Investing.com - The Canadian dollar fell to two-week lows against its U.S. counterpart on Tuesday as the greenback strengthened and lower prices for oil, a major Canadian export, weighed.
USD/CAD hit highs of 1.3213, the most since January 24 and was last at 1.3168, up 0.69% for the day.
The dollar strengthened across the board after Philly Fed President Patrick Harker said on Monday he would support hiking rates in March.
The U.S. dollar index, which measures the greenback’s strength against a trade-weighted basket of six major currencies, was up 0.66% to 100.50.
Meanwhile, data on Tuesday showed that the U.S. trade deficit narrowed in December, to $44.3 billion, on the back of an increase in exports.
The report also showed that the U.S. trade deficit hit a four-year high in 2016, at $502.3 billion, up from $500.4 billion in 2015.
The data was likely to bolster President Donald Trump’s claims that the U.S. needs to take a tougher approach on trade.
In Canada, official data showed that the country posted a C$923 million trade surplus in December, as crude oil exports jumped.

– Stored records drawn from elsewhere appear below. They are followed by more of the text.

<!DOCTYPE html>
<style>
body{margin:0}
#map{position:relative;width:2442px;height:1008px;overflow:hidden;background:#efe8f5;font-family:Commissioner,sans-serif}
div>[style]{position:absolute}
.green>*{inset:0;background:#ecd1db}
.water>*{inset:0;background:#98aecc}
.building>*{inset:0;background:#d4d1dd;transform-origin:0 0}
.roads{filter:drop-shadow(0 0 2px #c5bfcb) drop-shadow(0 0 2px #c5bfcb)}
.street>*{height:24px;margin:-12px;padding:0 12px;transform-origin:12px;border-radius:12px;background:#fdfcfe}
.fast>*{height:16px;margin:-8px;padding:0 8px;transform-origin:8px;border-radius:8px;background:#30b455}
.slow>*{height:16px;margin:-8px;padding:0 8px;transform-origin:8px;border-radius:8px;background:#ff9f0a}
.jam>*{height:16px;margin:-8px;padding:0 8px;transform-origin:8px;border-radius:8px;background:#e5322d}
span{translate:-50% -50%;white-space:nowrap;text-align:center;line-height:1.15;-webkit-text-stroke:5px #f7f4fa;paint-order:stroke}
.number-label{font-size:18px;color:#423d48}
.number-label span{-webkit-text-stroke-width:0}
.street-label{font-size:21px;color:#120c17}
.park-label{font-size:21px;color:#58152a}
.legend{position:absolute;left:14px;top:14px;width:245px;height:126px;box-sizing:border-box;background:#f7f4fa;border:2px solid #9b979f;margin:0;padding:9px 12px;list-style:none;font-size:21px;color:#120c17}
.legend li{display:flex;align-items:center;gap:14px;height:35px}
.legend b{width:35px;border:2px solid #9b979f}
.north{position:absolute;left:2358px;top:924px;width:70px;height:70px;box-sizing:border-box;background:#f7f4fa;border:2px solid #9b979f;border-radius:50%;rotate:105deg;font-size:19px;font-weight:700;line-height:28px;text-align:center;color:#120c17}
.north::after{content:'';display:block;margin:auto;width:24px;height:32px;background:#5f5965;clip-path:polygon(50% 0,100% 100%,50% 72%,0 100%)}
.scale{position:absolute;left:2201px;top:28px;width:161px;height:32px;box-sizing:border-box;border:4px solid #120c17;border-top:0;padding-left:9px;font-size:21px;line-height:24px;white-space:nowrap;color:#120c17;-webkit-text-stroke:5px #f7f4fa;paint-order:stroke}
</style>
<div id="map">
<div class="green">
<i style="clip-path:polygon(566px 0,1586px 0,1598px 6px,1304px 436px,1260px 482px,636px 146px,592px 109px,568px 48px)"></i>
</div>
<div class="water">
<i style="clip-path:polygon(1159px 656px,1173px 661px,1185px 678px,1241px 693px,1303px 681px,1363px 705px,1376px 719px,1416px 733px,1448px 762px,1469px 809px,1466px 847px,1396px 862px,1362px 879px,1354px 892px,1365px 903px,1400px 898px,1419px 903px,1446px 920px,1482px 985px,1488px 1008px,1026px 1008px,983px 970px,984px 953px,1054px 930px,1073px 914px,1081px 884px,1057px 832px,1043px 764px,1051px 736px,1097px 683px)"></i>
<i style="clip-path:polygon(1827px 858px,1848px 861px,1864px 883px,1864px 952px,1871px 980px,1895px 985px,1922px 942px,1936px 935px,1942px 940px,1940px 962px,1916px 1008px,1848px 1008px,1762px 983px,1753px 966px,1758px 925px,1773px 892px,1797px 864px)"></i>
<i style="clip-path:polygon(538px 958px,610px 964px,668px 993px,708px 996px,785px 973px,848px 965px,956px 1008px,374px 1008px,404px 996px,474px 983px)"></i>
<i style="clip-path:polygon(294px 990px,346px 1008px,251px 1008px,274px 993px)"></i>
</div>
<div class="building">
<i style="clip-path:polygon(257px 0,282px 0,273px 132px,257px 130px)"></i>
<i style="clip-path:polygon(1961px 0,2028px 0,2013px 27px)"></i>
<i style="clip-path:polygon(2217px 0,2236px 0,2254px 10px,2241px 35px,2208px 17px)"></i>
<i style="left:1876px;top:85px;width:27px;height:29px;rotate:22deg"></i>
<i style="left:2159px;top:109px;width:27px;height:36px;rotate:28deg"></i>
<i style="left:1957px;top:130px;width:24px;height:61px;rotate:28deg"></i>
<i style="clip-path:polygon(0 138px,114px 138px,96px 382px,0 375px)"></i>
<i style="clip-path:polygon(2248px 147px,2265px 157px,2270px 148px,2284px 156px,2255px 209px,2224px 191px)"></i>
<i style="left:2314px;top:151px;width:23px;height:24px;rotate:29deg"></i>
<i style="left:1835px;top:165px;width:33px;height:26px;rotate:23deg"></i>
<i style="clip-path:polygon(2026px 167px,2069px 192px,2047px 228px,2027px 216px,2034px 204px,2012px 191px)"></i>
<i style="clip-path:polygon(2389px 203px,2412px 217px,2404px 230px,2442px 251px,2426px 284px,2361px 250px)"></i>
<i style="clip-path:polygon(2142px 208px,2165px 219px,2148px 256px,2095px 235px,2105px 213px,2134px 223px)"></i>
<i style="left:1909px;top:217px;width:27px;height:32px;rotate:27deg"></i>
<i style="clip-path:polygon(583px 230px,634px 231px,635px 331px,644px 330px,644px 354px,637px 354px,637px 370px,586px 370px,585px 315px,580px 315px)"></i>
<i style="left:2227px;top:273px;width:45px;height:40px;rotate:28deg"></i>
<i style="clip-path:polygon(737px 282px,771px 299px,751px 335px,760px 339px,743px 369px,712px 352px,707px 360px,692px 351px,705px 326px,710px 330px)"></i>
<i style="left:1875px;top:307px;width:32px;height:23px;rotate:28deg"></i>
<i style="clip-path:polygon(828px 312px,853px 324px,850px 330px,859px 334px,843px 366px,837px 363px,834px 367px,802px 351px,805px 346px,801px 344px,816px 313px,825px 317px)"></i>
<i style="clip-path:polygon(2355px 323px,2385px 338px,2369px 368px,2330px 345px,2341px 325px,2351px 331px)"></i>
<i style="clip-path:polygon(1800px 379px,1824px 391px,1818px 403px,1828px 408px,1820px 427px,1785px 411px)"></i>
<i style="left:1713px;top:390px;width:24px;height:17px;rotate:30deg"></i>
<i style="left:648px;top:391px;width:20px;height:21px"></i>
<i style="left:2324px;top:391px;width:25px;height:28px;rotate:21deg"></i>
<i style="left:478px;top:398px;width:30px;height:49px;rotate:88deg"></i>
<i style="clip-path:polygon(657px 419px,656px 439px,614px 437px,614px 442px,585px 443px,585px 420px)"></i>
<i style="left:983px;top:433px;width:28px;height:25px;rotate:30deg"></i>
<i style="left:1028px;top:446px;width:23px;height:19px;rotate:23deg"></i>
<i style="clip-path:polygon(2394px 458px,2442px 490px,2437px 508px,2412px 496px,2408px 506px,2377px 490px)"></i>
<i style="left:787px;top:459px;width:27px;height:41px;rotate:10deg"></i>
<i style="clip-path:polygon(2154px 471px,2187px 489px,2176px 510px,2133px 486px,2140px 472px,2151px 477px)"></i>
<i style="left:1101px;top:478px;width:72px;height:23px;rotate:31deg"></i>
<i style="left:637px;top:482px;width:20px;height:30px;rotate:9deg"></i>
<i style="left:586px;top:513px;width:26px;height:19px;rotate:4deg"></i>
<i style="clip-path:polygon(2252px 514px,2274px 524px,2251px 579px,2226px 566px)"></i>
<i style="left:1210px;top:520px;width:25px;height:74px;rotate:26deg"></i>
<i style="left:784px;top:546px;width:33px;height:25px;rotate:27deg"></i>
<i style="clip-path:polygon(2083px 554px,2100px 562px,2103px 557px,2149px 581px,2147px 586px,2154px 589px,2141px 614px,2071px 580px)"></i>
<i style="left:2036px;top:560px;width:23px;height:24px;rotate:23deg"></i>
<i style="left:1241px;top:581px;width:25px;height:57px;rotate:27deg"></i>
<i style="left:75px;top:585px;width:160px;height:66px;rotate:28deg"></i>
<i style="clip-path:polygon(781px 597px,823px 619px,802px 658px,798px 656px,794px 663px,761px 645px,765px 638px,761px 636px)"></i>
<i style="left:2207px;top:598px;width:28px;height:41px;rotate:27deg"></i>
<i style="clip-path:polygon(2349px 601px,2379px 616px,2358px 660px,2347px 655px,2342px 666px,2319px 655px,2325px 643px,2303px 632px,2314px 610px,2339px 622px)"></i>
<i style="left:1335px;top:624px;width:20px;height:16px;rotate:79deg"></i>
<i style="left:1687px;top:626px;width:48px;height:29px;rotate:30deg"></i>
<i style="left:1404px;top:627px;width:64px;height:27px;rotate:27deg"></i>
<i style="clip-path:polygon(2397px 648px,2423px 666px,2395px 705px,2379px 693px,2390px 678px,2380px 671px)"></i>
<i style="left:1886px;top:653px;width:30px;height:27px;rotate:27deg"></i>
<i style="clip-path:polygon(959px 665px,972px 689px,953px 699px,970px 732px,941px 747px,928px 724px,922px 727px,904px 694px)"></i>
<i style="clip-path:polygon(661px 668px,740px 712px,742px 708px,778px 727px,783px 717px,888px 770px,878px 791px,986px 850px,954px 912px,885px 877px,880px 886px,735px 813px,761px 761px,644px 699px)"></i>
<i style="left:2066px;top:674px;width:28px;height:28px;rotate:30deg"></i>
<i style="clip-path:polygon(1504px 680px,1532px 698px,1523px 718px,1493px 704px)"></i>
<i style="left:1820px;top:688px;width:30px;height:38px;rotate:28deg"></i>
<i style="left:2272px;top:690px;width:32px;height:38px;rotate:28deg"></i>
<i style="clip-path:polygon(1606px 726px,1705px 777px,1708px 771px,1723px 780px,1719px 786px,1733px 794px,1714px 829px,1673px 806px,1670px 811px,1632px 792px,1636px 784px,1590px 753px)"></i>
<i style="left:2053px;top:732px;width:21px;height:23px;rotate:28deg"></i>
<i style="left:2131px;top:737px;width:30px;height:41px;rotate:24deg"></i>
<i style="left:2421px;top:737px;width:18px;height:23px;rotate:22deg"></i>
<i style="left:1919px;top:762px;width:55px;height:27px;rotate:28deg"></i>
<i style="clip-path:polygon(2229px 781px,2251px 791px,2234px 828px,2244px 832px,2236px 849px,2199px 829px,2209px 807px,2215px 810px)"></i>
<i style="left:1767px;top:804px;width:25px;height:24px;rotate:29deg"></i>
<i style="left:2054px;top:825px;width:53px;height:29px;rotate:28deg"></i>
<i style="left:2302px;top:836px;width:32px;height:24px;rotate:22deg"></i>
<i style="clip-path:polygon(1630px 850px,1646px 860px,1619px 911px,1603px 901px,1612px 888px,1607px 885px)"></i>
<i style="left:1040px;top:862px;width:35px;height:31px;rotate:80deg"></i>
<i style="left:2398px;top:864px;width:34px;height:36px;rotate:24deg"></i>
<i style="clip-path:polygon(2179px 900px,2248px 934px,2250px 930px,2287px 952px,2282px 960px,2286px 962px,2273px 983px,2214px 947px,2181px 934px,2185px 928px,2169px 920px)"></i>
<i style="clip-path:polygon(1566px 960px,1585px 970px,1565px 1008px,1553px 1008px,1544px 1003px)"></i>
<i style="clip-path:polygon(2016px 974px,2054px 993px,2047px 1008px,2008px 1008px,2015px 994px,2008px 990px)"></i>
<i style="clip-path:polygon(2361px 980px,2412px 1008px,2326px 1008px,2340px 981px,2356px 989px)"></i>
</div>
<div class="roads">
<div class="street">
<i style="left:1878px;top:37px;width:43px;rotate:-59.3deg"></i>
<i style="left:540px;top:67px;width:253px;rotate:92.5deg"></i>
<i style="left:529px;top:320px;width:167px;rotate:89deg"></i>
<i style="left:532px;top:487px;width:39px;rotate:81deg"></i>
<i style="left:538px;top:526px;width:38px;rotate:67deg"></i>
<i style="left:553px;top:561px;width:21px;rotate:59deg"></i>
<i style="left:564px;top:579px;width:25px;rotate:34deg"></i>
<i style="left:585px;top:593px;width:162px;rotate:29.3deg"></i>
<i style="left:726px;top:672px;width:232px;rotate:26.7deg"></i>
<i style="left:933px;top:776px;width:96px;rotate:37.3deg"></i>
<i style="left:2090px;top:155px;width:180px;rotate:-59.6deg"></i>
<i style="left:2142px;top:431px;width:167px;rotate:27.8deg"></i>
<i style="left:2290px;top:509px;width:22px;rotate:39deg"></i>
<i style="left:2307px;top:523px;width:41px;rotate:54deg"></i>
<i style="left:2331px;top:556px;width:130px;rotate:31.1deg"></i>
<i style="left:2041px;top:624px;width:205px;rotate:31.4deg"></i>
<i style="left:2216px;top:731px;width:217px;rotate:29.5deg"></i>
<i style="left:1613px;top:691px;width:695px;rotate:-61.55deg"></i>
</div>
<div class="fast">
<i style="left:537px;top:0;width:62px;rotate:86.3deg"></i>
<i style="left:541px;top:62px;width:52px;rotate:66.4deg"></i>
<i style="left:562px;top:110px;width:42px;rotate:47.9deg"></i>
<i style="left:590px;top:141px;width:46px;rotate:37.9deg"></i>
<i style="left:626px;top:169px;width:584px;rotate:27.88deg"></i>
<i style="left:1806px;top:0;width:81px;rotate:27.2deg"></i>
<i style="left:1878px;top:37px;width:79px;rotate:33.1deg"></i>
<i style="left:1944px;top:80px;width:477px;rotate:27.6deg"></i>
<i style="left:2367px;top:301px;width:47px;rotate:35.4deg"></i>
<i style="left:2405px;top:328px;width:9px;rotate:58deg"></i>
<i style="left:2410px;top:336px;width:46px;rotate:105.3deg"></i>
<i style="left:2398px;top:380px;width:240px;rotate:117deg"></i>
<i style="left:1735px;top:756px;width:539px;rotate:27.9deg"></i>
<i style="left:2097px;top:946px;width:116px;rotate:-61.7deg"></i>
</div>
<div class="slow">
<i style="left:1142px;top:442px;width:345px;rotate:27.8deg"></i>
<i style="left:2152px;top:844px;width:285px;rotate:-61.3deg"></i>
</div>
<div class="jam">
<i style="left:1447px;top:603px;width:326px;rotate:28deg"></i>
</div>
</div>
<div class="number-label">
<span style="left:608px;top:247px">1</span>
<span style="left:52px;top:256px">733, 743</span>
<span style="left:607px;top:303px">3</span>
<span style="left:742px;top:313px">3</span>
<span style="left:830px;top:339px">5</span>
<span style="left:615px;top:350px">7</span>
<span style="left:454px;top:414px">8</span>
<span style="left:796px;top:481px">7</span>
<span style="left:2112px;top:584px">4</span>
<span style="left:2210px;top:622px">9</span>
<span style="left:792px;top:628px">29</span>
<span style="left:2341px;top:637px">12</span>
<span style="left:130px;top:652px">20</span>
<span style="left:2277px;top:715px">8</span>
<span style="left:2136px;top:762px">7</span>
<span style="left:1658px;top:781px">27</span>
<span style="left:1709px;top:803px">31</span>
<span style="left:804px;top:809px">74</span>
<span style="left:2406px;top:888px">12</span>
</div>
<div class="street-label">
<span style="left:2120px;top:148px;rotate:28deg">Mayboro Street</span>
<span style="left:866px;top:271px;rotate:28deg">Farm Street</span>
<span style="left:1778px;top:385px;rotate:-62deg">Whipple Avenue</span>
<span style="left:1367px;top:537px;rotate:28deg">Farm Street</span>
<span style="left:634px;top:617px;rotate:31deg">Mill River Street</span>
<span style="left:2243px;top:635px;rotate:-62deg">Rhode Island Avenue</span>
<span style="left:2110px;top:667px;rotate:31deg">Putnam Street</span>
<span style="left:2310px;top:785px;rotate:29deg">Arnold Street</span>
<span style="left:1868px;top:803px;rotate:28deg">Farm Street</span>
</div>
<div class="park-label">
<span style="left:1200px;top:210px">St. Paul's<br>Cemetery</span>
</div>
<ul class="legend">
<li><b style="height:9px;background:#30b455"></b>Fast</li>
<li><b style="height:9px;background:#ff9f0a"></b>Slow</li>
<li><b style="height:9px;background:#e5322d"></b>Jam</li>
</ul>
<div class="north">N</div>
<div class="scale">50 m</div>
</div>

November's surplus was revised sharply higher, but while overall exports rose by 0.8% in December, export volumes actually fell by 1.4%.
Another report showed that the value of Canadian building permits in December fell by 6.6% from November.
It was the largest decline in almost a year, amid weakness in both the residential and non-residential sectors the report said.
Lower prices for oil, a major Canadian export, also weighed on the Canadian dollar.
Oil prices fell, weighed down by a combination of the stronger greenback and concerns that increasing U.S. production could derail efforts by other major producers to reduce a global supply glut.